De quelle manière le projet est-il arrivé dans les mains d’ARTE ?
DJ Mehdi : made in France est un projet indépendant, initié et développé par 360 Creative, ma petite société de production. Avec Unité Films, mon coproducteur, nous sommes allés à la rencontre d’ARTE pour leur proposer ce que j’avais initialement écrit sous la forme d’un unitaire de 90 minutes. Les équipes d’ARTE ont été emballées par le sujet et m’ont proposé de le développer sous forme de série. Il fallait donc imaginer autre chose, car je ne pouvais pas me contenter de découper mon récit en plusieurs parties et d’en faire un discours fragmenté. J’ai entamé un travail de réécriture avec une narration adaptée au format sériel où chaque épisode a son début et sa fin. Cette manière de monter et de réaliser ne s’improvise pas. L’accompagnement d’ARTE m’a permis d’ajouter plus de profondeur à l’œuvre initiale.
Comment avez-vous abordé le storytelling ?
J’ai écrit l’histoire avant de disposer de l’intégralité des archives sur la base d’images qui m’appartenaient et quelques autres dont je connaissais l’existence. Autour d’elles, porté par ma connaissance du sujet, j’ai construit un récit très précis avec des évènements charnières et des thèmes de fond qui ont permis de découper les épisodes. La série suit l’histoire de DJ Mehdi mais j’ai volontairement déplacé certains éléments. J’ai pris également des libertés quant à la chronologie des événements afin de renforcer le rythme des épisodes. Le montage son a également été primordial pour définir la structure de la série puisque la musique est au cœur du documentaire. J’ai ainsi décidé des tracks qui allaient rythmer la narration avant de tourner chaque image. Tous les évènements s’accompagnent d’une entrée en musique. Aucun morceau n’a été sélectionné par hasard. Je dirais finalement que DJ Mehdi : made in France est davantage un thriller musical qu’une biographie.

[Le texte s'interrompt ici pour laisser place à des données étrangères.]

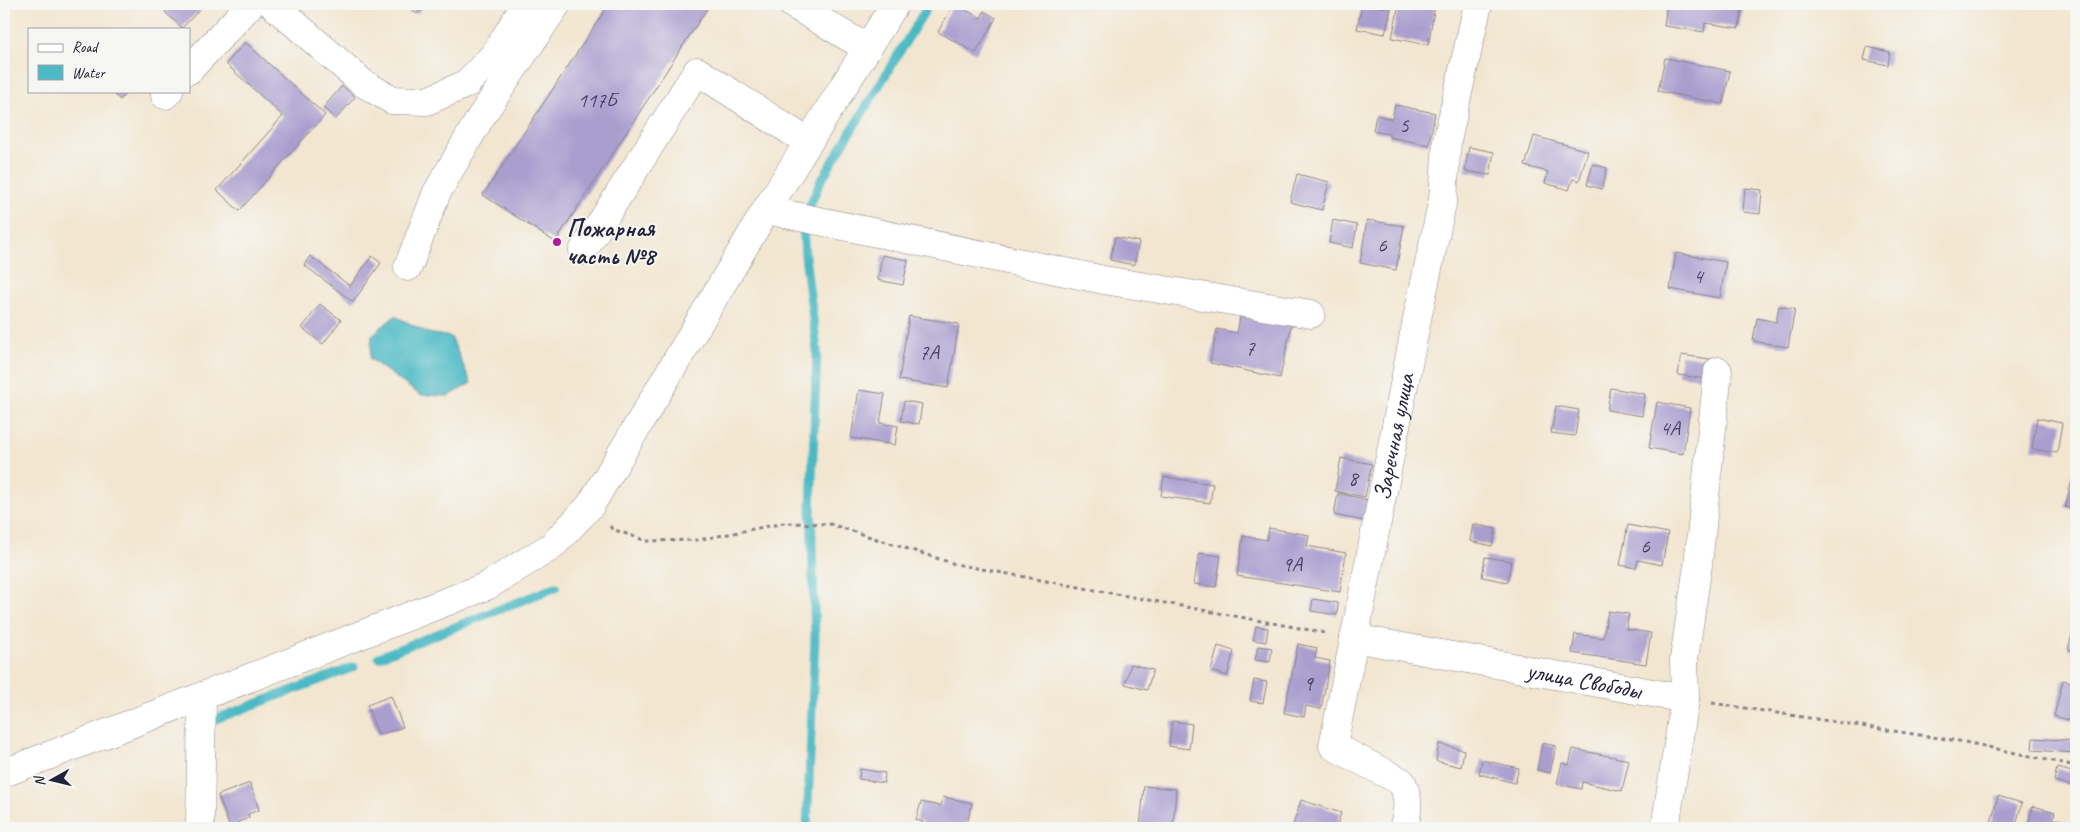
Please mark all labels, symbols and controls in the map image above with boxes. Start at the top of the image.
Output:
legend [28,28,190,92]
text: Road [72,38,99,57]
text: Water [72,64,106,83]
house number: 117Б [577,87,620,113]
house number: 5 [1399,112,1410,138]
place label: Пожарная часть №8 [567,213,658,271]
house number: 6 [1377,232,1387,258]
marker: Пожарная часть №8 [551,236,563,248]
house number: 4 [1693,263,1705,289]
house number: 7 [1245,335,1256,361]
house number: 7А [919,339,940,365]
street label: Заречная улица [1367,370,1421,503]
house number: 4А [1660,415,1681,441]
house number: 8 [1348,465,1360,491]
house number: 6 [1640,533,1650,559]
house number: 9А [1282,551,1303,577]
street label: улица Свободы [1523,655,1646,706]
house number: 9 [1303,670,1314,696]
north arrow [28,754,78,804]
text: N [30,774,49,787]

Comment avez-vous débuté votre travail de recherche documentaire ?
L’archive ne s’invente pas et la reconstitution a toujours moins d’impact que la vérité. Je savais que j’allais forcément devoir filmer des éléments d’évocation pour illustrer certains témoignages, mais je voulais avant tout raviver des souvenirs. Il fallait donc trouver des archives exclusives qui incarnaient les moments racontés en entretien et surtout retrouver leurs protagonistes. J’ai donc commencé à rechercher des contacts clé comme l’assistant de la personne qui avait filmé tel ou tel moment. Petit à petit, j’ai mis la main sur les photographies d’une première soirée des Daft Punk à New York, puis sur celles des coulisses du moment où le 113 gagne deux Victoires de la musique [en 2000, NDLR], celles du concert d’Ideal J à l’Élysée Montmartre dont Kerry James [cofondateur d’Ideal J, NDLR] lui-même ignorait l’existence, et ainsi de suite. Ces images ne sont pas celles que l’on obtient dans des fonds d’archives. Elles proviennent toutes de disques durs personnels. Les archives privées nécessitent des démarches très longues et beaucoup de diplomatie. Heureusement, mes interlocuteurs me connaissaient et me laissaient fouiller leurs caves pendant des heures. Le travail a été colossal et grâce à lui je suis devenu un expert de ce type d’archives ! J’étais équipé d’un tabouret, d’une lampe frontale, de mon masque contre la poussière et de gants… comme un véritable spéléologue ! Je n’aurais pas été en mesure de réaliser une œuvre aussi bien documentée si je n’avais pas commencé il y a plus de dix ans et consacré autant de temps à la recherche.
Avec toute cette matière, comment s’est déroulé le montage ?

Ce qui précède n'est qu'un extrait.